So these are large numbers, these are almost 3000 protocol biopsies by now. These are more than 1000 patients and we have these three biopsies in these patients and we are planning to do this now every year in a regular way. So we are talking about a large database and the real question is what are we going to do with that database? It’s important that we have biopsies 1-3, so we have actually series of biopsies in each patient and we can follow the graft and the patient.
Slide 7
Now first the arguments against protocol biopsies and the first is it is time consuming and expensive and yes this is absolutely true.
Slide 8
This is the structure of the biopsy program in Hanover; you have to have a patient information which takes time for every patient. We biopsy at 6, 12 and 24 weeks after.
Slide 9
We have clinical data, we have biopsy samples, we have to do histology, this goes into banks, we have RNA analysis, we have blood samples, we have urine analysis and I think for a real biopsy program you need more than one needle and one nephrologist in a patient and sometimes a pathologist, you need all this because if you don’t have the additional data, it’s not useless but then you can’t work with it. When you put this down into man hours or woman hours and numbers it tells you that this is an expensive program. So protocol biopsy program is expensive.
Slide 10
The second argument and that’s now a real and serious issue it is invasive and patients don’t like it. Now first do patients like biopsies? Yes they do.
Slide 11
If you explain the biopsy program to the patients, they actually love it because they understand more about their kidney and they understand more about what’s going on and our patient adherence is more than 90%. It’s only if you explain to let’s say 20% of the patients that they will be enrolled in a biopsy study then they hate that. So this is actually an argument for the centre, yes you can do this.
Slide 12
But the second argument is now more important and this is about safety, is it safe to do protocol biopsies?
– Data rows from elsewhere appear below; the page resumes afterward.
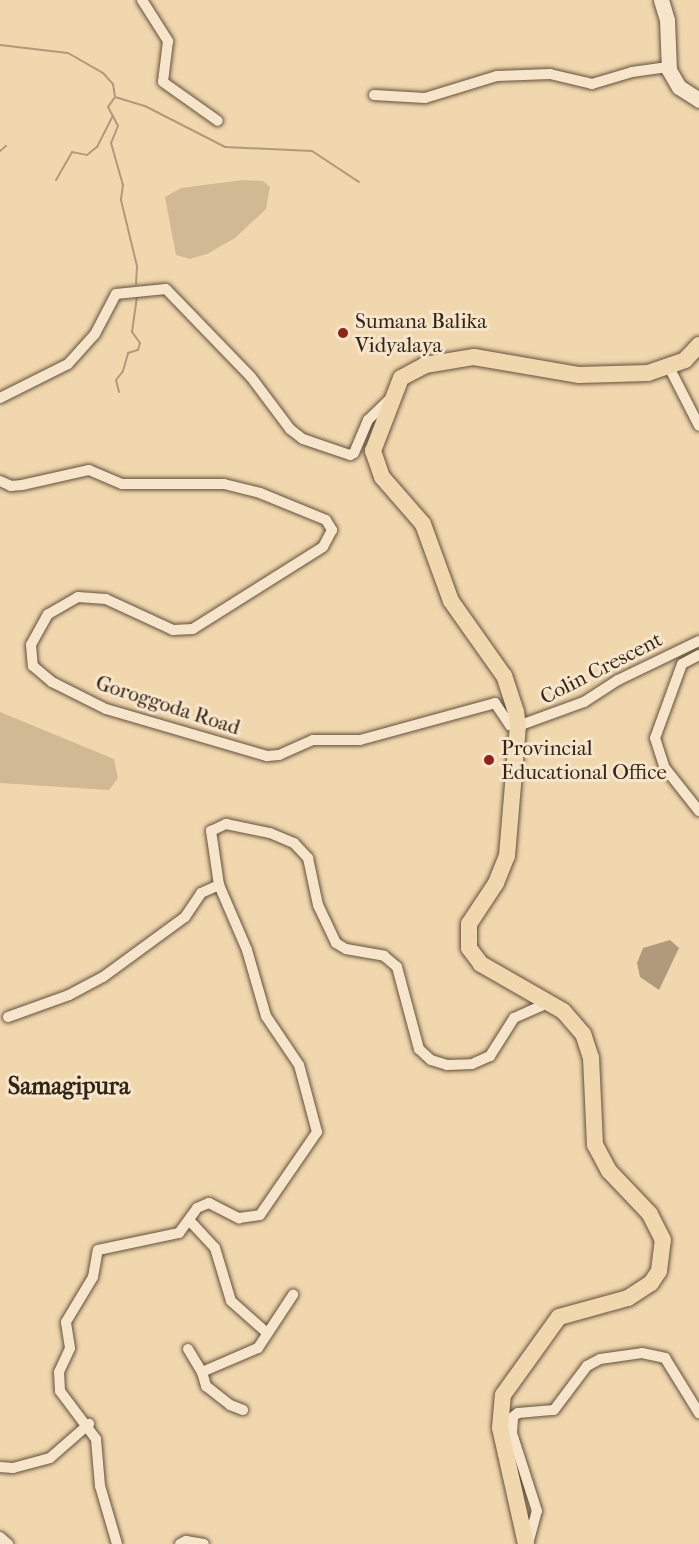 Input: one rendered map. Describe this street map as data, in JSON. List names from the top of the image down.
{
  "streets": {
    "street": ["Colin Crescent", "Goroggoda Road"]
  },
  "crossings": [
    ["Colin Crescent", "Goroggoda Road"]
  ],
  "districts": ["Samagipura"],
  "places": ["Sumana Balika Vidyalaya", "Provincial Educational Office"]
}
We do protocol biopsies in an out patient fashion because we couldn’t afford it to do it on the ward, the insurance companies and the hospitals just wouldn’t pay for it. So this was the first real serious issue, is it safe? We published this, this is in 2500 biopsies, almost 400 complications, almost 16%.
Slide 13
These are when you break down protocol biopsies in indication biopsies, gross hematuria: 3.1, hospitalisation necessary in 14 cases, catheter necessary in 10, cystoscopy in 1, blood transfusions in 2 patients in the protocol biopsies.
Slide 14
When you look at AV-fistula, you have lots of them but they spontaneously go away. No problem with hemodynamics and we had one thrombosis.
Slide 15
So, altogether we had no complications beyond the time of observation but those of you who want to go into a protocol biopsy program, I’ve put in here 3 more slides, this is all about calculation.
Slide 16
When we break our numbers down for patients, when with low dose aspirin you see we have many more complications here
Slide 17
and the serious complications you are seeing, this is not good clinical practice, is when patients over night after protocol biopsy develop chest pain and were given heparin infusion by the night shift, tremendous bleeding.
Slide 18
The next patient the same; clopidogrel 5 days before only was stopped and then we had serious bleeding. So this is the major problem as in all biopsies when you talk about a protocol biopsy program.
Slide 19
Now why do we do protocol biopsies? What is the advantage here? We have looked at several of these themes and I’m going to discuss a couple of them but the basic information here is that we are interested in finding out and sub classifying patients to get more information on what’s going on. First, about what we’re mostly interested in as nephrologists is rejection.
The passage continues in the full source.